Work to be completed. Say how many lines of the data contain "monts", and nothing more.

++++++++

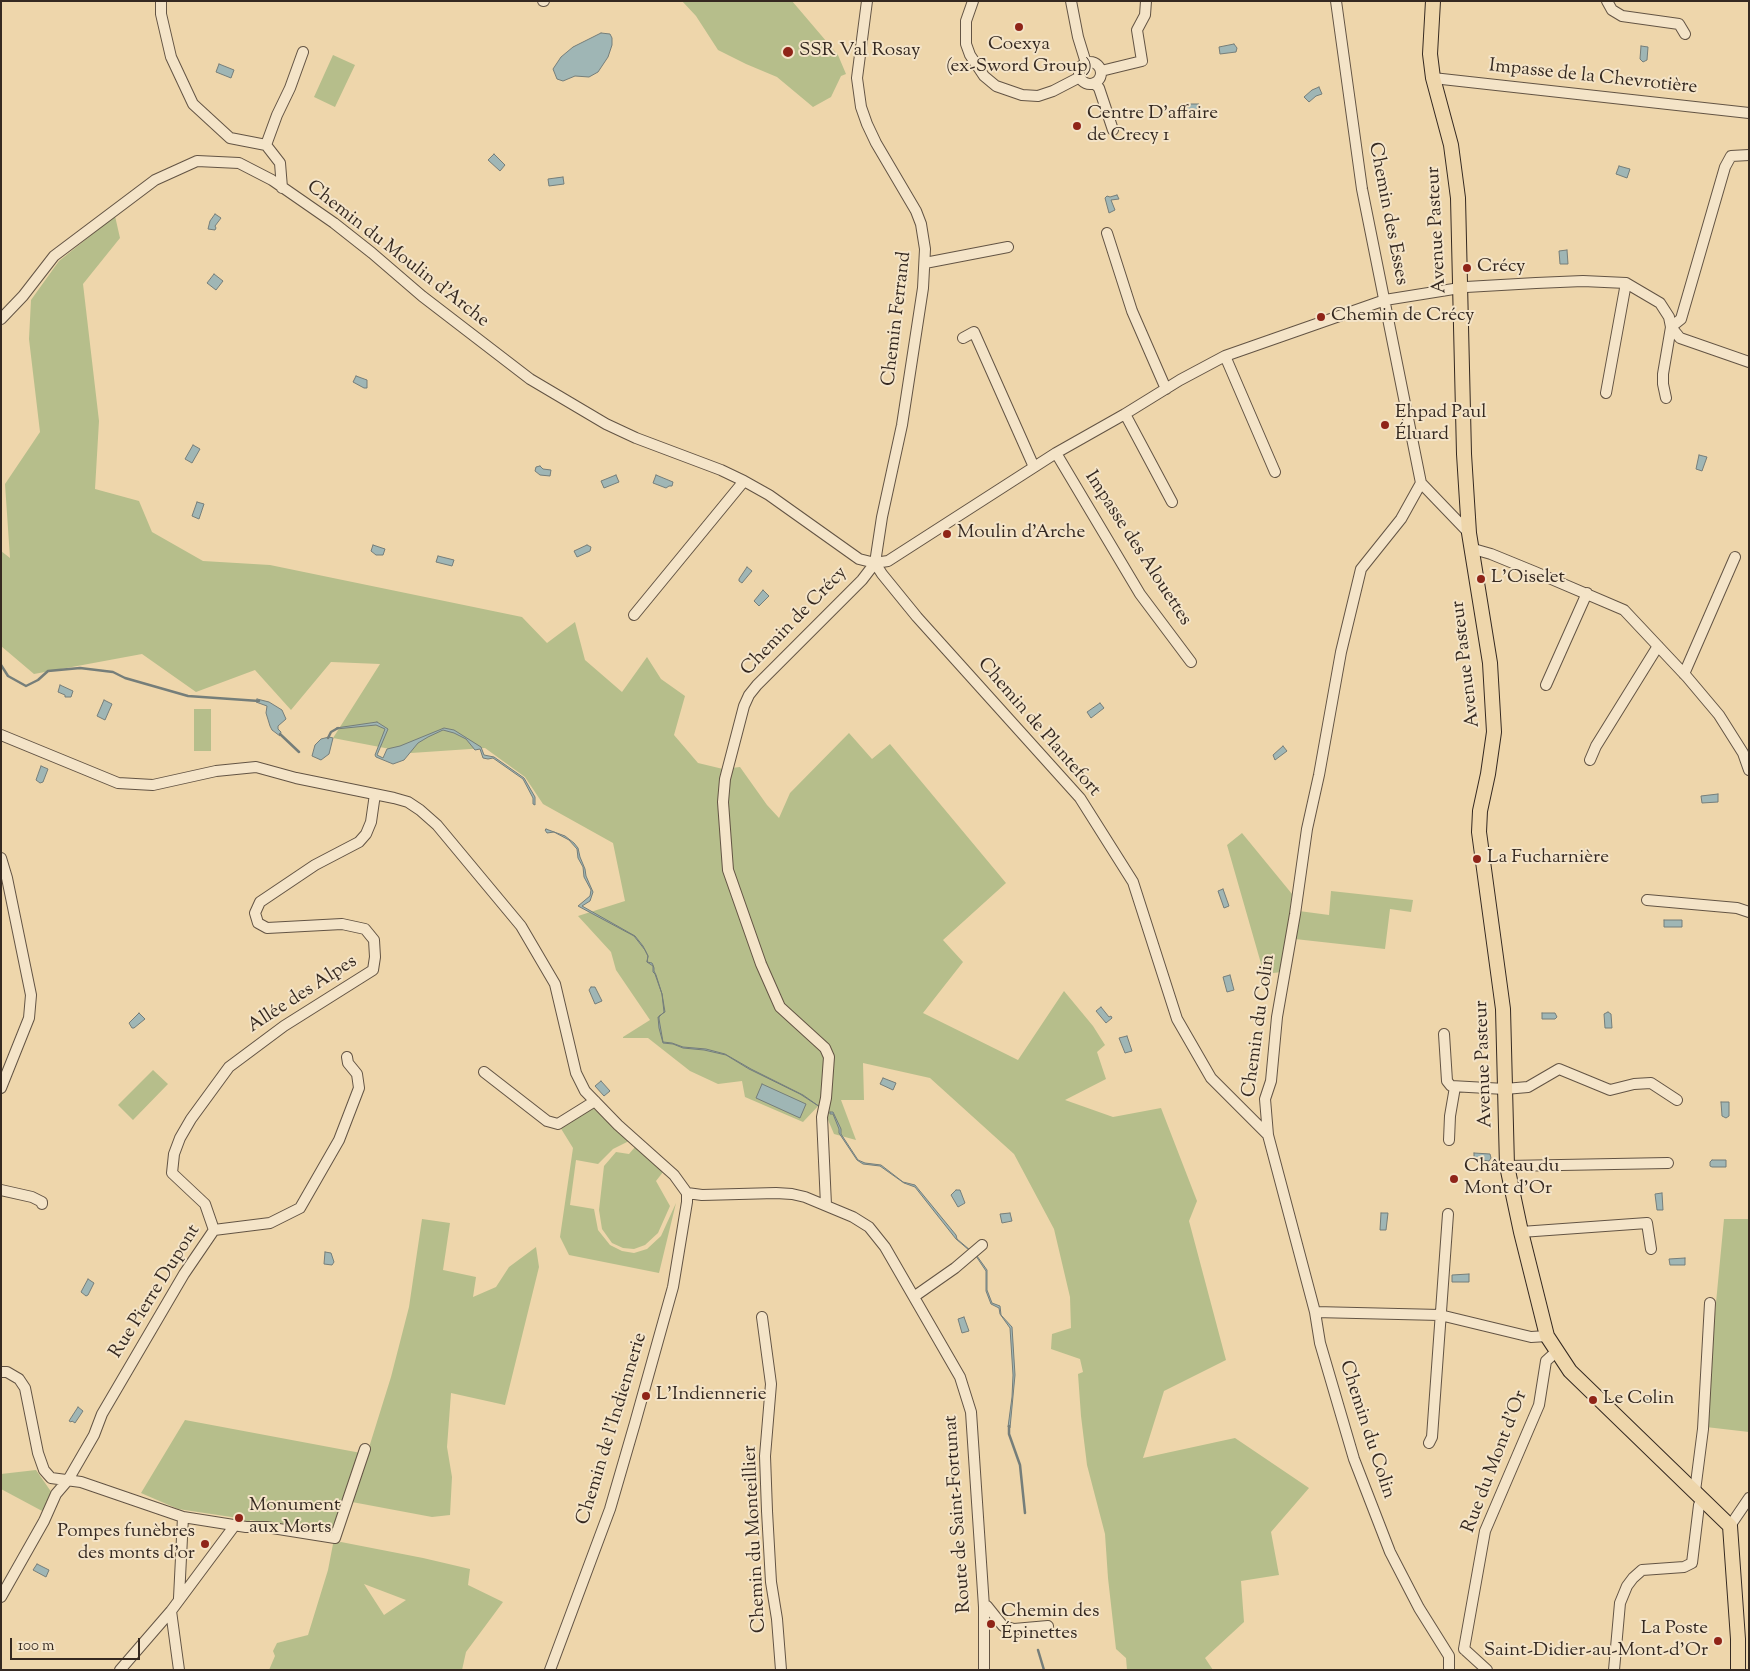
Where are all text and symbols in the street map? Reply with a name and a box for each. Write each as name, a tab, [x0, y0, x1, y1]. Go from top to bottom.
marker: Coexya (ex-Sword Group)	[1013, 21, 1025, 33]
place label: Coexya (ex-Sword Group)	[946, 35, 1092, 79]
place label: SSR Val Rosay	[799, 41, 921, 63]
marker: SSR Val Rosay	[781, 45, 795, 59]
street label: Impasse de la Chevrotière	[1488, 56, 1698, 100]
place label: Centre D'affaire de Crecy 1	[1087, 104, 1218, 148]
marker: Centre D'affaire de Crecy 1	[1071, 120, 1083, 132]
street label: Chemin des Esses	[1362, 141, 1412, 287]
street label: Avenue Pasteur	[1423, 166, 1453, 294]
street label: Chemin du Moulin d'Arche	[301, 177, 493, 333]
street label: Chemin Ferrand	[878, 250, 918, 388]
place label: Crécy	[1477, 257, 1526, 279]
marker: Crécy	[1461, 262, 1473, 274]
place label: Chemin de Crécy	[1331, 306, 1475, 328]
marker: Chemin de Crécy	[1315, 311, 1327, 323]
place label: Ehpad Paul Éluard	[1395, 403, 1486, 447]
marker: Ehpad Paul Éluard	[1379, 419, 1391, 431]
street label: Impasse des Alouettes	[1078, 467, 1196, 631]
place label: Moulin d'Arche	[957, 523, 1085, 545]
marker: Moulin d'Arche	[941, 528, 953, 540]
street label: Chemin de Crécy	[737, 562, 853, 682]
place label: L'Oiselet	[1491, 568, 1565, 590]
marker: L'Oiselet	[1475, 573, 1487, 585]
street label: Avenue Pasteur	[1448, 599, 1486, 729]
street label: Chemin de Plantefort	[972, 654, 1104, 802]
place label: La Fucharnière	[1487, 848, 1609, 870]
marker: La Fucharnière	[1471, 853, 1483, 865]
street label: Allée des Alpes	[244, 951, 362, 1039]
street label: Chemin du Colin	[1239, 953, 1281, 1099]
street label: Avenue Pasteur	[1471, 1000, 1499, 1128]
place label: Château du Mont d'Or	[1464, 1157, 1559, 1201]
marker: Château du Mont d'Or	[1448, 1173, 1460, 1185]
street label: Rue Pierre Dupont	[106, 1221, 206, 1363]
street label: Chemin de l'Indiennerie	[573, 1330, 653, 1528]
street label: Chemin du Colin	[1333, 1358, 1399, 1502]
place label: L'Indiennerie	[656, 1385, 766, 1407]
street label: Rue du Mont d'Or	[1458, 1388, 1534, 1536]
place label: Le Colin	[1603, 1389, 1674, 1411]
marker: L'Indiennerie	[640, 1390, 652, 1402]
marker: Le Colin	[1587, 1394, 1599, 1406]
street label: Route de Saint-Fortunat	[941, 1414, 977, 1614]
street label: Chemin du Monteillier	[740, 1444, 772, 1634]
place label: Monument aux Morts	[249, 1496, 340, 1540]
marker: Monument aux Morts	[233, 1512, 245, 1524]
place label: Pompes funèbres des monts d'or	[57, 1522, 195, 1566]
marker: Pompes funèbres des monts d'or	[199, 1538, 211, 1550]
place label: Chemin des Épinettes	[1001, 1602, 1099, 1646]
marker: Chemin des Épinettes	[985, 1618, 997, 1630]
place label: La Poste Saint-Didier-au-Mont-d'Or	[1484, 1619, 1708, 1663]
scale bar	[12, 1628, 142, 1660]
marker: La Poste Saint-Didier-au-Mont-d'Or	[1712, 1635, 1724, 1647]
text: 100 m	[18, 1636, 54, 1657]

++++++++

Your solution. 2